If the only way for your scientist friends to “get a signal” is to use RCP 8.5 (or SSP5-8.5 or SSP3-7.0) then they will end up using that pathway … or else have to find new jobs … as in “Would you like fries with that ?” jobs …

Reply to  Mark BLR
April 11, 2025 1:07 pm

It doesn’t matter what RCP is used…

… if it is from a “climate model” it is junk and a meaningless fantasy.

April 11, 2025 6:16 am

Didn’t the deserts of the American southwest become very green during the advance of continental glaciers? The Gila’s survived that too.

Jeff Alberts
Reply to  Joseph Zorzin
April 11, 2025 8:50 am

Humans were responsible for that, too, I’m sure.

Reply to  Jeff Alberts
April 13, 2025 9:27 am

The first time the first humans domesticated the first campfires in the savannas of East Africa 90,000 years ago, populations of venomous lizards fell into precipitous decline all over the world.

What the world desperately needs is more monsters, Gila or otherwise, more dragons, more bad pipsissewas, and while we’re at it, more pterodactyls. If only Jurassic Park-type critter breeders manage to create them from fossilized DNA!

If the world had renewable, carnivorous, flying dinosaurs with 30-foot wingspans, it would be a much better place. Shepherds might not be too crazy about ’em swooping down and noshing the lambs, but heck, you can’t please everyone.

joe-Dallas
April 11, 2025 6:19 am

same flawed analysis on the demise of the horned toad that were prolific in Texas prior to the 1970’s.

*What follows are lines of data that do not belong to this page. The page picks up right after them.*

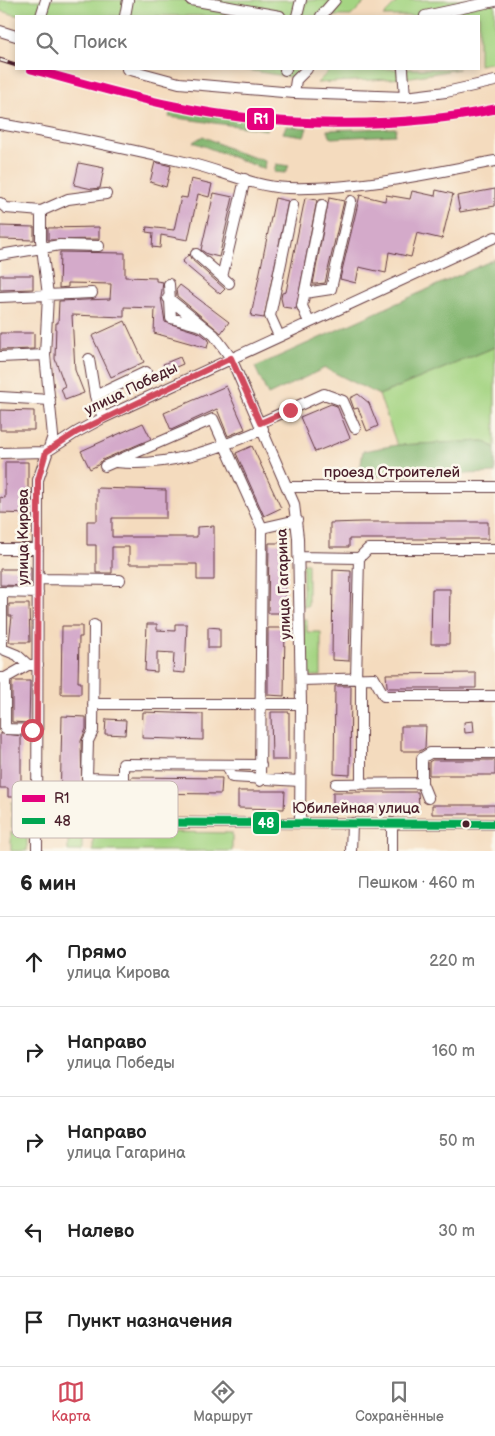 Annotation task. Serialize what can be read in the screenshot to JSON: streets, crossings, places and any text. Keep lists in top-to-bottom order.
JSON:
{
  "streets": {
    "street": [
      "улица Победы",
      "проезд Строителей",
      "улица Кирова",
      "улица Гагарина",
      "Юбилейная улица"
    ]
  },
  "crossings": [
    ["улица Победы", "улица Кирова"],
    ["улица Победы", "улица Гагарина"],
    ["проезд Строителей", "улица Гагарина"],
    ["улица Гагарина", "Юбилейная улица"]
  ],
  "lines": ["transit line R1", "transit line 48"],
  "legend": ["R1", "48"],
  "page": {
    "search": "Поиск",
    "heading": ["6 мин", "Пешком · 460 m"],
    "list": [
      ["Прямо", "улица Кирова", "220 m"],
      ["Направо", "улица Победы", "160 m"],
      ["Направо", "улица Гагарина", "50 m"],
      ["Налево", "30 m"],
      "Пункт назначения"
    ],
    "nav": ["Карта", "Маршрут", "Сохранённые"]
  }
}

fire ants destroyed them, not climate change

strativarius
Reply to  joe-Dallas
April 11, 2025 7:35 am

Shurely that’s wildfire ants?!

Jeff Alberts
Reply to  strativarius
April 11, 2025 8:50 am

Fire Explosion ants.

Giving_Cat
Reply to  Jeff Alberts
April 11, 2025 12:52 pm

Human induced natural ants driven to wildfire acts of violence.

John Hultquist
April 11, 2025 8:13 am

Five years ago, Hromada — then at the University of Nevada in Reno — and his team compiled existing Gila monster observation …”
I’m surprised folks from UN-Reno would report a result using RCP8.5 without a very prominent caveat about its extreme and near impossible nature. Reno researchers are (usually) better than that. I blame it on the ClimateCult™ virus.

ResourceGuy
April 11, 2025 8:36 am

The money lure and career advancement from publishing is a strong corrupting influence. I told the gila monster that as it crossed the trail in from of my stopped vehicle yesterday, far from the nearest town.

Reply to  ResourceGuy
April 13, 2025 9:48 am

Doomsday sells. Running out of monsters sells. Trying not to get your toga in a knot, and feeling gratitude for the wonderful, ever-changing world we live in, does not sell — unless you’re some kind of Pollyanna, or another variety of conscienceless freak.

Alan
April 11, 2025 8:46 am

I would suppose that gila monsters would say, the warmer the better.

DMA
April 11, 2025 12:39 pm

Wallace et,al concludes:”There is no statistically significant evidence that the steadily rising CO2 has impacted any of the 14 temperature data sets analyzed.”
Using emissions scenarios to predict temperature sits on pure assumption that is unsupported by data. Even using the lower emission scenarios is unsupported.